De mon coeur.
La chronique tire son nom de 4 albums qui font partie de mon ADN et dont je connais toutes les notes, toutes les nuances, toutes les subtilités et qui me touchent encore de bien des manières malgré le temps qui violent nos univers.
Par ordre de création:
"Blonde on Blonde" de Bob Dylan
"The Idiot" d'Iggy Pop
"Low" de David Bowie
"The Unforgettable Fire" de U2.
Tout en étant également la terminaison du mot "habibi" qui veut dire "je t'aime" en dialecte irakien.
Musique, je t'aime.
Il a existé plusieurs incarnations de Jean Leloup.
Il y avait eu Menteur, le premier album qui nous le faisait découvrir, puis L'Amour est Sans Pitié qui nous le faisait aimer et déplacer pour voir en spectacle afin d'y danser comme des sauvages (Carré d'Youville, 199x). Il n'y avait eu que deux ans pour séparer les deux premiers albums. Le Dôme prendrait 5 ans à naître, aurait 14 ingénieurs de son, 4 mixeurs dans pas moins de 7 studios. Jean reprendrait le rhytme d'un album aux deux ans avec Le très bien Les Fourmis en 1998, puis 4 ans plus tard, La Vallée des Réputations devait sonner le glas de sa carrière et était un excellent véhicule de sortie. Un DVD, 2 ans plus tard, où il brûlait sa guitare envoyée solennellement sur un bout de bois sur une rivière, à la fin du jour, à la dérive devait marquer sa retraite.

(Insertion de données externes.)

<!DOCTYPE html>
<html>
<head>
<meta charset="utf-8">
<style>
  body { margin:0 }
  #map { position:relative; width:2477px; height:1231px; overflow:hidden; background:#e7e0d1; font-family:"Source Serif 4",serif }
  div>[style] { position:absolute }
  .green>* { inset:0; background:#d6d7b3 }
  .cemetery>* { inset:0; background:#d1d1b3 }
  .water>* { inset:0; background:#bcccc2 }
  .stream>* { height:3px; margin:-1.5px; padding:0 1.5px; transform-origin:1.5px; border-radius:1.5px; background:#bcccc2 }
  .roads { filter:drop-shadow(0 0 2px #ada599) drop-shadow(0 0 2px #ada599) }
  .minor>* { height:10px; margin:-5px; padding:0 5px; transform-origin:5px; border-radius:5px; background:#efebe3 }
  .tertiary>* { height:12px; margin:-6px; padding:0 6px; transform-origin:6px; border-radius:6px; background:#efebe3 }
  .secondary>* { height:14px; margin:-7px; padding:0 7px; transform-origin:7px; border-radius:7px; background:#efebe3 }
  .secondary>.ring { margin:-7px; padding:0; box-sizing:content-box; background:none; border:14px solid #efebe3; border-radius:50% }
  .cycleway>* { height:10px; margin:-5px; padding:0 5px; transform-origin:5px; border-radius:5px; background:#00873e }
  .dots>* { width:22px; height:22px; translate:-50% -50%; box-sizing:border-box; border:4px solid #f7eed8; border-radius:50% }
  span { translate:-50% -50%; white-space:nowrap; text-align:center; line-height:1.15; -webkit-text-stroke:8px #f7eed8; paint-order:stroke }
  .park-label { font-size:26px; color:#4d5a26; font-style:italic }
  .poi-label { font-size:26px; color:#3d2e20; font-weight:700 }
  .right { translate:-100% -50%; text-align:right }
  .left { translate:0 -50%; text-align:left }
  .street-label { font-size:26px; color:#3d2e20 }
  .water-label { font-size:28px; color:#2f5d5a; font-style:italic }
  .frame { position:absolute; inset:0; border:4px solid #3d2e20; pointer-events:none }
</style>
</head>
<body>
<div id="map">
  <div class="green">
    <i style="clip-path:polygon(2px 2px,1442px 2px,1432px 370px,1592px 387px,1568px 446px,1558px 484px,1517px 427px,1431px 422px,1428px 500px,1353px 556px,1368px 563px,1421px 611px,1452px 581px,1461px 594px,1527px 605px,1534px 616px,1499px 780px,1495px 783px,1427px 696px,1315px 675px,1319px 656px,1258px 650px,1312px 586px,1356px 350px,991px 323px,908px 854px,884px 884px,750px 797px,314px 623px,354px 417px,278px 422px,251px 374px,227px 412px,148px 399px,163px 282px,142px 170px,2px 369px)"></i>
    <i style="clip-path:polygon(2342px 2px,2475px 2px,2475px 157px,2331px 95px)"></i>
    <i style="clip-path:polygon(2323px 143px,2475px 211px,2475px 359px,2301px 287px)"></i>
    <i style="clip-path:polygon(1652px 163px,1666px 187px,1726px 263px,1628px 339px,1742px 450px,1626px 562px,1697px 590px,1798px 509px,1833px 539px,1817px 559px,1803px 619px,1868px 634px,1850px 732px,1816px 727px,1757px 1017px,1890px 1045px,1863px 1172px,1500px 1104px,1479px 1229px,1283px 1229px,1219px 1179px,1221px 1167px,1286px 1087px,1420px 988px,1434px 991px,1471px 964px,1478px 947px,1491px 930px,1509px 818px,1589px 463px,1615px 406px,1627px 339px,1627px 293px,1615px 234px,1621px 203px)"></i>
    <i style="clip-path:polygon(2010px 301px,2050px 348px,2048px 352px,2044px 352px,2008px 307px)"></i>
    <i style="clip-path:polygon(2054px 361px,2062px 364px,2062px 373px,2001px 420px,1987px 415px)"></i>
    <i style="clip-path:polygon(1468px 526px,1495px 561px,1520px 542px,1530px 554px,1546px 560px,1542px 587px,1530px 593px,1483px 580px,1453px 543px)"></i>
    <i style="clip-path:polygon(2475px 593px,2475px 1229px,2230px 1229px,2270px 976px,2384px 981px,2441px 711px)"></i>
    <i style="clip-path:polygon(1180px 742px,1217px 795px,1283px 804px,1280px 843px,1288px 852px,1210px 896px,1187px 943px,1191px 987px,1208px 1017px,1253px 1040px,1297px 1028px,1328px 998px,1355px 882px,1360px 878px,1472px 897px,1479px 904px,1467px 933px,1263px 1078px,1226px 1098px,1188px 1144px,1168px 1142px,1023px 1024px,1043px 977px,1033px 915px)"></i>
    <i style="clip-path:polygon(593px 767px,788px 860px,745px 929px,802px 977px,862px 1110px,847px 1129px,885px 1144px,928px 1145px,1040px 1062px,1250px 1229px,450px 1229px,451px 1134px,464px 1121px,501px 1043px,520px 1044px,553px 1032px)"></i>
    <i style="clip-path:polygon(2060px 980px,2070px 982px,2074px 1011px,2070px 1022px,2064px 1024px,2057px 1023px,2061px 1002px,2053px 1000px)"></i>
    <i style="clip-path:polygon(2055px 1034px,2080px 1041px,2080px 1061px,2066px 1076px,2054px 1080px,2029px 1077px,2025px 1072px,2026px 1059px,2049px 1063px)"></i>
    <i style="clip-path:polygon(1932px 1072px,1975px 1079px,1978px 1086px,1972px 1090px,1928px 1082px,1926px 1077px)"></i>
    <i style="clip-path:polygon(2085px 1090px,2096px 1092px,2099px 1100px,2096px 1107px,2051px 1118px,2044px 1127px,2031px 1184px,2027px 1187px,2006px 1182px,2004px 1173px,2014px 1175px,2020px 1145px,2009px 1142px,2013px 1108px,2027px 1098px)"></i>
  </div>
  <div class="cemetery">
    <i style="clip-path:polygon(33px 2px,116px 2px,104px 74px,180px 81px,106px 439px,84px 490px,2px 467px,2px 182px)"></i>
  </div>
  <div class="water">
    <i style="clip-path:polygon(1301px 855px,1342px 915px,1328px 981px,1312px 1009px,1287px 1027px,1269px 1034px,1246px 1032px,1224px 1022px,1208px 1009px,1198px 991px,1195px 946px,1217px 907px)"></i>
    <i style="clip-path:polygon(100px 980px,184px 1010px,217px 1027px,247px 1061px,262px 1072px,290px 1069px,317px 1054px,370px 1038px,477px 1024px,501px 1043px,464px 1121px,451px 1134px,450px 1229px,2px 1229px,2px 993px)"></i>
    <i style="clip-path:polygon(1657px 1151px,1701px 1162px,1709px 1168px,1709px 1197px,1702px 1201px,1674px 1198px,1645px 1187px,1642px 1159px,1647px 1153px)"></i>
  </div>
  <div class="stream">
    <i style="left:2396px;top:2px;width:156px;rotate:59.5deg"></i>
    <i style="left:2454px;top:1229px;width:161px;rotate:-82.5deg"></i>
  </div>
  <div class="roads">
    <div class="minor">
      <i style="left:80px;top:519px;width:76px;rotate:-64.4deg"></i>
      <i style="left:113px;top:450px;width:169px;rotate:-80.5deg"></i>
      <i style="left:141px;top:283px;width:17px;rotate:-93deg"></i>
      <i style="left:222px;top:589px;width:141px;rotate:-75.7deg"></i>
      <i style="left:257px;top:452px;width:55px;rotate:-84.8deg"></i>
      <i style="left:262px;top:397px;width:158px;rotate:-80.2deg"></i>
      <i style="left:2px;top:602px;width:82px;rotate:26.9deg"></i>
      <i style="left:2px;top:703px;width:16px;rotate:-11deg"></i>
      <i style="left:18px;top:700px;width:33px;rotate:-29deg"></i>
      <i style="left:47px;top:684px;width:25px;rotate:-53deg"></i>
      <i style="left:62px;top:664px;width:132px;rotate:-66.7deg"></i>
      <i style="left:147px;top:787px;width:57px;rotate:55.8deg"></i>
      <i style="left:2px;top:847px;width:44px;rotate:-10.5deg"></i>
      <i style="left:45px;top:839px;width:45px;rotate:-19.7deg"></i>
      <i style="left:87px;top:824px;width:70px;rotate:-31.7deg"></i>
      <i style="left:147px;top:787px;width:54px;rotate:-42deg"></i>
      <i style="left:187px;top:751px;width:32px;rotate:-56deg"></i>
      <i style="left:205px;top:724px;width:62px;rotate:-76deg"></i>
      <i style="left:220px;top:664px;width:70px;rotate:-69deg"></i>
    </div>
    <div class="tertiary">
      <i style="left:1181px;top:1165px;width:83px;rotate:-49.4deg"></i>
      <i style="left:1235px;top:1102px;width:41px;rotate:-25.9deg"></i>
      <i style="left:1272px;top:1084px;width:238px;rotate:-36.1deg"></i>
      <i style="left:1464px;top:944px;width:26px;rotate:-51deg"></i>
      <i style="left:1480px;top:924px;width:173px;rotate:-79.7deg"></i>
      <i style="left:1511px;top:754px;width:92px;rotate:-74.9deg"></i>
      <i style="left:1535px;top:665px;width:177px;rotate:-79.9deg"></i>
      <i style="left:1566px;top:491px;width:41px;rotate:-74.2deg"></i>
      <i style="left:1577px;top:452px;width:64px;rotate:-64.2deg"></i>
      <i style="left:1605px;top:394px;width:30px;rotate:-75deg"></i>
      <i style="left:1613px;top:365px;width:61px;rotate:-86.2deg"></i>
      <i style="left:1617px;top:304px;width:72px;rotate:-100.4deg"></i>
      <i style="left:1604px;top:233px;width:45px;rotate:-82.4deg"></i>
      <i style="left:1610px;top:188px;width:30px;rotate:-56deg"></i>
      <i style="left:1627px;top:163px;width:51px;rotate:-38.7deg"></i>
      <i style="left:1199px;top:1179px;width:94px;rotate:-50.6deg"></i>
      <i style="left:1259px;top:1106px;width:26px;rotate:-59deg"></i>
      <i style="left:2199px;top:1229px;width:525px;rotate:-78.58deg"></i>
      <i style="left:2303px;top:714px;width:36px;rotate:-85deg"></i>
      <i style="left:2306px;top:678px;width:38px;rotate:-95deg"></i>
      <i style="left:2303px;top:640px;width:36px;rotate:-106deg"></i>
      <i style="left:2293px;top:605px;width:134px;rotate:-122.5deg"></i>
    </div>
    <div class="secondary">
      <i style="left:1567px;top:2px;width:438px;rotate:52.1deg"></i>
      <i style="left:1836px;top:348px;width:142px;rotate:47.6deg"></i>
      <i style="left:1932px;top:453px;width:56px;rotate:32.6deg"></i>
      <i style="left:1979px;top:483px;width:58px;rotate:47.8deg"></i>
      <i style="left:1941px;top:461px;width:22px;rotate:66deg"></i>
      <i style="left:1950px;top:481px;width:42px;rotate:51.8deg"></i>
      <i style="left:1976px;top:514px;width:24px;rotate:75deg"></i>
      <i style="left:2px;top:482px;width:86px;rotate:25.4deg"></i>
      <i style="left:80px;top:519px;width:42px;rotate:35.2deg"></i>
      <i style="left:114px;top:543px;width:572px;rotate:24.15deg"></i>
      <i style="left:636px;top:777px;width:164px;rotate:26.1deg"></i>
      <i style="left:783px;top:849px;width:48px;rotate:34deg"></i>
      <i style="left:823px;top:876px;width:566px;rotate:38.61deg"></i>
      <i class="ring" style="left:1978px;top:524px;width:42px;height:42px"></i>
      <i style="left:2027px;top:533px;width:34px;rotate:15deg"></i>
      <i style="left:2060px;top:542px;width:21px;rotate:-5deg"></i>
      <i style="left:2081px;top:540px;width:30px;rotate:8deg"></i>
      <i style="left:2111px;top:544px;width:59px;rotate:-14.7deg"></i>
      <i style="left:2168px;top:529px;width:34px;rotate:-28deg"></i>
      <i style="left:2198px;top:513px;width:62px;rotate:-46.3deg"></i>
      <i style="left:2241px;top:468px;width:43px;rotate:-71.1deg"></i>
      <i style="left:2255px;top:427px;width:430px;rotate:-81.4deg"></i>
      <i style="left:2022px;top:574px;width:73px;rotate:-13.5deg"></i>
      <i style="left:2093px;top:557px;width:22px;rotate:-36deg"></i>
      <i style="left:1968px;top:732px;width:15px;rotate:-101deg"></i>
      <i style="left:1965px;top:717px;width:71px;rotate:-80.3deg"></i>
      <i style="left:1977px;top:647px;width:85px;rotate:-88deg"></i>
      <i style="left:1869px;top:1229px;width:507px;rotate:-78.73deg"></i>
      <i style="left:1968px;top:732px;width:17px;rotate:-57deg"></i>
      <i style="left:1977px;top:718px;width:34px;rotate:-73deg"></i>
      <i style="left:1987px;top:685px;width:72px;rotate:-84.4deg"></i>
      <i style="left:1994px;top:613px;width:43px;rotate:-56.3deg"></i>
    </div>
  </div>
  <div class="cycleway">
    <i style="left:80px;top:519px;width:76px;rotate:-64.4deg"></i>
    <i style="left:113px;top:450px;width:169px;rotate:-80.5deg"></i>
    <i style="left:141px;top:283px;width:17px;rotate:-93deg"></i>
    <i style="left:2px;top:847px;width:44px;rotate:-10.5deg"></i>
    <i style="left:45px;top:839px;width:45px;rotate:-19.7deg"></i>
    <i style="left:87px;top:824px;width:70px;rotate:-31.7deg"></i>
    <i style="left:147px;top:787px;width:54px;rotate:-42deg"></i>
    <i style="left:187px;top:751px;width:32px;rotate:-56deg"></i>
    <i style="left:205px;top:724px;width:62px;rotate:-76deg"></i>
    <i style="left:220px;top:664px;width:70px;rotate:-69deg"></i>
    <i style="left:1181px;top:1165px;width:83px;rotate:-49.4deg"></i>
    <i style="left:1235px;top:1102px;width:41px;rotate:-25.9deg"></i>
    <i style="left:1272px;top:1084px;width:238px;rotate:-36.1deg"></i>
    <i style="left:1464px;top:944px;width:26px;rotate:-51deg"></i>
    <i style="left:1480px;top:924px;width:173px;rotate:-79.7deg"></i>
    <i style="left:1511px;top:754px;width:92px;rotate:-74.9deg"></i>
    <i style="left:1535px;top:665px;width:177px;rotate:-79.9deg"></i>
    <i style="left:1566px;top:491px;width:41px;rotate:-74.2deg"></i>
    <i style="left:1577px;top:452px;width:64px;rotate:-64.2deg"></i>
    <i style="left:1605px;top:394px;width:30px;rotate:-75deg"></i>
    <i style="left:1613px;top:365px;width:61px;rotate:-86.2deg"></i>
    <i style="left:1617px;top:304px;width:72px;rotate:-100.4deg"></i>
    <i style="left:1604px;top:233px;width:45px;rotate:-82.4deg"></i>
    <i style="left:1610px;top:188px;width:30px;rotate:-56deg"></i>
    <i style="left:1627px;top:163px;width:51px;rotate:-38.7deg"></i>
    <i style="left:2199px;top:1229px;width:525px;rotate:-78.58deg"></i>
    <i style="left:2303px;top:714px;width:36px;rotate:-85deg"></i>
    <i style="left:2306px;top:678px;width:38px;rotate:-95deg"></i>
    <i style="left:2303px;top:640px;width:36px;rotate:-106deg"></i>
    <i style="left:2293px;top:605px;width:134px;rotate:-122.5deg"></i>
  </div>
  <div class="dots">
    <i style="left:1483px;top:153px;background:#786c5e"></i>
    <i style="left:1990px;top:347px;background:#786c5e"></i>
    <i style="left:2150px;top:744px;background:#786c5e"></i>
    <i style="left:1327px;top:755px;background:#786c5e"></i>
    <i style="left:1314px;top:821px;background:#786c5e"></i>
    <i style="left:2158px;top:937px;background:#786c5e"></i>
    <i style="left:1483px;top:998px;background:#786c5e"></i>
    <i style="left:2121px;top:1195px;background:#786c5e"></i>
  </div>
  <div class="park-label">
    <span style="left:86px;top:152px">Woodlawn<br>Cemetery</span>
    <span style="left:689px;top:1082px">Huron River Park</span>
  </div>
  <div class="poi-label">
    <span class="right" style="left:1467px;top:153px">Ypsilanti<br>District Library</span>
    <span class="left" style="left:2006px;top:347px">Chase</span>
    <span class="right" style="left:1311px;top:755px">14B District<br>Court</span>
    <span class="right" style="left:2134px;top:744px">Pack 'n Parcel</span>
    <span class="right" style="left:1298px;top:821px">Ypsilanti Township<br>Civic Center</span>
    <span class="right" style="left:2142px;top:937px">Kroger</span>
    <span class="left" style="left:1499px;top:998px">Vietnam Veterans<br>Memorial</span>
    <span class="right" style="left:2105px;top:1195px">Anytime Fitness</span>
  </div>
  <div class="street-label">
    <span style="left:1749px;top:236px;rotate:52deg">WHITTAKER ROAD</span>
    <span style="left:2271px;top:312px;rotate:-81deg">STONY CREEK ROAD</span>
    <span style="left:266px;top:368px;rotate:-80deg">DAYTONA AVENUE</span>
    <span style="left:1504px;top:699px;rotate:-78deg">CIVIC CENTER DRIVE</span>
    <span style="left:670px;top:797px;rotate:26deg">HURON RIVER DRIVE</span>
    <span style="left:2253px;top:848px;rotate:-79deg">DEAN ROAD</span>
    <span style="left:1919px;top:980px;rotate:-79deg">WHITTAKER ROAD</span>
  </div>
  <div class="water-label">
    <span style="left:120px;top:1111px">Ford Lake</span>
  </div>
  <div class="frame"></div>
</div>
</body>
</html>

Mais il sort de sa retraite deux ans plus tard, en 2006, et reprend du service sous son vrai nom de Jean Leclerc. En société, il fait montre de beaucoup de désordre, que ce soit sur scène ou ailleurs. Il s'aliène beaucoup de son public. Leloup a toujours été instable. Agité mentalement. Parfois ça sort n'importe comment de sa bouche, parfois ça sonne formidable. Leloup est éparpillant de ses sens.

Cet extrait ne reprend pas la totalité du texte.